Step 3 (Figure 7.10): Packet Forwarded from the Switch Through the Outbound Port to the Network
- After the lookup process above, the Supervisor Engine identifies the outgoing port for the packet. The Supervisor Engine also informs (over the Results Bus (RBus)) all the nondestination ports on the switch to flush the packet from their buffers.

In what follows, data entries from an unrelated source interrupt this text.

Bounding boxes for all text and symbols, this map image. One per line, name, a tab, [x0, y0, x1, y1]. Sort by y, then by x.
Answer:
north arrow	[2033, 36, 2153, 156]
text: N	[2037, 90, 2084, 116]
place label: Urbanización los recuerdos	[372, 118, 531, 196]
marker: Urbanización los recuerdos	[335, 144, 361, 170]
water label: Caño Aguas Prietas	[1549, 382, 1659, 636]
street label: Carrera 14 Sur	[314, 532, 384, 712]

- The RBus also conveys to the destination port or ports (in the case of multicast traffic) the outgoing Ethernet frame MAC address rewrite information (source MAC and next hop MAC addresses) and the relevant QoS instructions to be used to queue the packet correctly on the exit port.
- Upon receiving the packet, the PINNACLE ASIC on the destination port places the packet in the correct TX queue. The ASIC then uses its strict priority and WRR schedulers to transmit the framed packet out of its buffer on its way to the destination.